After researching the life of Kurt Franz, a deputy commander of a Nazi Polish death camp, Treblinka, I was surprised at the conviction, upheld at appeal, of the ninety-five years old SS sergeant at Auschwitz, Oskar Groening.
As Geir Moulson, of The Associated Press commented, “It is the first time an appeals court has ruled on a conviction obtained under the logic that simply having served at a death camp, and thus helping it operate, is enough to convict someone as an accessory to the murders committed there — even if there was no evidence of involvement in a specific killing.” In comparison with the treatment of Kurt Franz, the decision does seem to be a rather belated attempt to compensate for past legal intransigence.
The 1965 West German court convicted Franz of being pivotal in the cold-blooded ‘murder in concert’ of three hundred thousand Jewish people, many of whom were women and children.
Groening, who had asked to be transferred, processed the money stolen from Jewish victims. He also participated in guard duties.
The process of murder at the Treblinka camp provided much scope for brutality. In contrast, the process of murder at Auschwitz was mostly based on subterfuge. Only a small number of staff there participated in the actual killing.
Witnesses saw the unrepentant Franz personally killing and mutilating victims every day. Franz even kept a photo album during his active service, entitled “The Good Old Days” Schone Zeiten (in German).
You may have seen Oskar Groening on the excellent BBC production, Auschwitz, where he bore witness against Holocaust deniers and gave what I believe was a commendable and heartfelt affirmation of his nation’s past crimes.
As for Kurt Franz, he was released on the grounds of age and infirmity, to spend his last years of life, as a free man. How a brute beast like Franz could be allowed any compassion for anything is mind-boggling. How any court of law could possibly avoid the swift curtailment of such a life, such as that prescribed for other Holocaust notables, is truly astounding.
Eva Moses Kor, child survivor of the Auschwitz death camp, drank deep from the well of Judaeo-Christian justice and mercy, embracing Groening and questioning the actual point of the harsh sentence.
It was obvious during the BBC interviews that Groening realized he was opening himself up for possible legal prosecution.
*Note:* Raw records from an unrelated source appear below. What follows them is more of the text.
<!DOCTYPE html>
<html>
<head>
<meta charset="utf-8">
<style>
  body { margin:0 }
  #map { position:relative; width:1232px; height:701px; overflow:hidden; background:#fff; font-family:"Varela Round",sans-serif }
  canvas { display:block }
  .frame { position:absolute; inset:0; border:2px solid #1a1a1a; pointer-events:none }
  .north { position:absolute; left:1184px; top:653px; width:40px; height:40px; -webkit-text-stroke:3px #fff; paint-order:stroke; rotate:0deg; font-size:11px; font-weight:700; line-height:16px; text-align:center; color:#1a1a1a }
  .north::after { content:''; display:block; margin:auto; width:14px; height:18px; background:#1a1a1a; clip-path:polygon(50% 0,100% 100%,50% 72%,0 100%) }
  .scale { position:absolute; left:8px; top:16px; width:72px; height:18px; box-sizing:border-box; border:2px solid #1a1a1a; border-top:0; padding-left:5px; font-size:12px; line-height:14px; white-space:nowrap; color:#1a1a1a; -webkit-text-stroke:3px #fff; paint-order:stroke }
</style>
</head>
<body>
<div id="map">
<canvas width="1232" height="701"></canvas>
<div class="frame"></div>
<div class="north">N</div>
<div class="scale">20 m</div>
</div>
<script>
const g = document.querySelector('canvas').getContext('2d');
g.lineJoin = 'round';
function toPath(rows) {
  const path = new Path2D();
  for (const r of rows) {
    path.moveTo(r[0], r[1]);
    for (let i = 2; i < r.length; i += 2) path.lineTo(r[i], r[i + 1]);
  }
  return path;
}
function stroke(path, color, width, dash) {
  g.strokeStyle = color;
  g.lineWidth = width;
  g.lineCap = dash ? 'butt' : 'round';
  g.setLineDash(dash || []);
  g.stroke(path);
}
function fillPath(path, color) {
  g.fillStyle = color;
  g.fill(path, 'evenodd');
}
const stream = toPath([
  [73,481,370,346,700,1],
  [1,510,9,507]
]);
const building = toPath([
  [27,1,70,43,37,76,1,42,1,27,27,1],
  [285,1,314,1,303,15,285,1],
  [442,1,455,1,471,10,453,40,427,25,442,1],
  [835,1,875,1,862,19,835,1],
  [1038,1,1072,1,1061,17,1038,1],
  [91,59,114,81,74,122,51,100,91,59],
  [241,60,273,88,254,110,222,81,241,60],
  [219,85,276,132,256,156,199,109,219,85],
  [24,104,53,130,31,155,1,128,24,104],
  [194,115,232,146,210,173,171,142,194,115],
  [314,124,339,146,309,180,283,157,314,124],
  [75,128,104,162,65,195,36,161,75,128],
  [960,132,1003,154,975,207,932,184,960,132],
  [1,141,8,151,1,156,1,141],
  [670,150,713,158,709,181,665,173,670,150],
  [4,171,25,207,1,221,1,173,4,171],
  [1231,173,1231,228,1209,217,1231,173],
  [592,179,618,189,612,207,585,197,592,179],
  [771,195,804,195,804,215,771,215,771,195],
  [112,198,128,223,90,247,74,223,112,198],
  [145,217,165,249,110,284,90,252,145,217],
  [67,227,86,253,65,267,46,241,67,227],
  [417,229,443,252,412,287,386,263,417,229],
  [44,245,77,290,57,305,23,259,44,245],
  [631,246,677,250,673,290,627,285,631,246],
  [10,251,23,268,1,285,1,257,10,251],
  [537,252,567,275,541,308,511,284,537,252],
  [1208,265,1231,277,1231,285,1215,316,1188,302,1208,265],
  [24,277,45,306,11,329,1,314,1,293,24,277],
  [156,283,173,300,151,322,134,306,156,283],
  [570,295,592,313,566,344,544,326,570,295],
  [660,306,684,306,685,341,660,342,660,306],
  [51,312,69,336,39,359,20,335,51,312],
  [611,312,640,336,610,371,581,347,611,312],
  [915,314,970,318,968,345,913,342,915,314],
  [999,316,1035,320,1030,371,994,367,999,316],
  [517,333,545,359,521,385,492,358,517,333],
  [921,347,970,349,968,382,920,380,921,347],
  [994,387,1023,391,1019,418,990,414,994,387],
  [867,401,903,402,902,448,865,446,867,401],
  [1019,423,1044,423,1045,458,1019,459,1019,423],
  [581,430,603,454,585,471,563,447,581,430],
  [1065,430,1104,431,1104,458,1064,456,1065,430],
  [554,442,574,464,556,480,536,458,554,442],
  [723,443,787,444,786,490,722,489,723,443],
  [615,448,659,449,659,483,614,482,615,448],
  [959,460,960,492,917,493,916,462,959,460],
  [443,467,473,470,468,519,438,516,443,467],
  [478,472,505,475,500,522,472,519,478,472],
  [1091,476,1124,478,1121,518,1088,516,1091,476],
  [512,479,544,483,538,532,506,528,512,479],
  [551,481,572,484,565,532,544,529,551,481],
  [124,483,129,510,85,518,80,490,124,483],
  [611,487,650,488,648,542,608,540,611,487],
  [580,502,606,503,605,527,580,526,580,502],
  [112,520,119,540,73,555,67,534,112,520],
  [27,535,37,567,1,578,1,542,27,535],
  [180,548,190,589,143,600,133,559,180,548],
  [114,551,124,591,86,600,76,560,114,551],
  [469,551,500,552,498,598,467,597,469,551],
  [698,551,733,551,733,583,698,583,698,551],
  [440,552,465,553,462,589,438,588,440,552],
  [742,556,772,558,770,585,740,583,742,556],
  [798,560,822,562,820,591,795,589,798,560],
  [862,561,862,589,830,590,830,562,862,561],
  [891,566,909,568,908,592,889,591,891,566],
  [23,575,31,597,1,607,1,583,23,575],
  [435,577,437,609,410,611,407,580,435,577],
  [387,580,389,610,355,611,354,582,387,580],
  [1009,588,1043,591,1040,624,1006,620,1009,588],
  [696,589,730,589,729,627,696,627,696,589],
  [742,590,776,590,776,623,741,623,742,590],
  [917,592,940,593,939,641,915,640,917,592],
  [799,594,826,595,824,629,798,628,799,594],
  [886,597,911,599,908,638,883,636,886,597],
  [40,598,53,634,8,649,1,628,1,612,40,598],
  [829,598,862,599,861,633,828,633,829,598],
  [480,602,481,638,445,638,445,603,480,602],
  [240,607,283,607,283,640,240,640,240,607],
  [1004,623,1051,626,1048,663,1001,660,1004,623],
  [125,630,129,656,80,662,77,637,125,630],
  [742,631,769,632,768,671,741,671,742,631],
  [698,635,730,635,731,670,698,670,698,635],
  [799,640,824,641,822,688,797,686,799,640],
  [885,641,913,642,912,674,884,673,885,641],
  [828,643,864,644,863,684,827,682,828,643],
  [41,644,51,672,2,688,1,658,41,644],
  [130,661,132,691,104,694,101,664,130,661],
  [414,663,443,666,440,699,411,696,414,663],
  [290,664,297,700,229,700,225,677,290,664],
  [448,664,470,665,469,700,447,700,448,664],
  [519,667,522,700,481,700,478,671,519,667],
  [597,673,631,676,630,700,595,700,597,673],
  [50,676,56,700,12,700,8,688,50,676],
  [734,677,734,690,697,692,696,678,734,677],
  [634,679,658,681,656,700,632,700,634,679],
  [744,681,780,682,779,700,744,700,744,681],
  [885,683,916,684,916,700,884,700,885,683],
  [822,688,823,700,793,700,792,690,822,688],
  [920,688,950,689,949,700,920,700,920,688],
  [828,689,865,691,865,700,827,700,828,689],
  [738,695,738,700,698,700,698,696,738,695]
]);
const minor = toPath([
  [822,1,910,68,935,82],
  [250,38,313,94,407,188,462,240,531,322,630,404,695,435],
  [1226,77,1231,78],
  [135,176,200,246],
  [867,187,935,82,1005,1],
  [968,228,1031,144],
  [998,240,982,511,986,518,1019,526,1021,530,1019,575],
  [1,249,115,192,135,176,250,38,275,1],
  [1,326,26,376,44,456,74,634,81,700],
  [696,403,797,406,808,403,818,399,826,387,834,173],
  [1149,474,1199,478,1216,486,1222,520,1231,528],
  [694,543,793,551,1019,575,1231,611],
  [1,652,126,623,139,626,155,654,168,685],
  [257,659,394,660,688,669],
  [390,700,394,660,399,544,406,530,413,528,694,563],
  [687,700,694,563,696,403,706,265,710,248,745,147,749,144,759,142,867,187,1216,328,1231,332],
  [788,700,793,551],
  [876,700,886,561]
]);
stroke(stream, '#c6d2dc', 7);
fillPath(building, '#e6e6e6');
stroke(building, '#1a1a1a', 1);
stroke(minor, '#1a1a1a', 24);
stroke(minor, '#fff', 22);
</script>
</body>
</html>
So it remains to be seen how this verdict will affect the willingness of other former SS members to give testimony against Holocaust deniers .
The trial and prosecution of this German citizen, Oskar Groening, came so very late in his life and long after the war. Does this partly explain why a German school student could describe Nazi atrocities as being on a par with the United States’ failings in Vietnam? This speaks volumes as to the ineptitude of prior German administrations in prosecuting Nazi war criminals and in publicizing the facts about the Holocaust.
Such a current situation is, however, timely evidence that humanity needs to constantly evaluate itself concerning its failings of the past. This is just the role that an easily accessible work of fiction such as Tiergartenstrasse4 can, in a small part, play.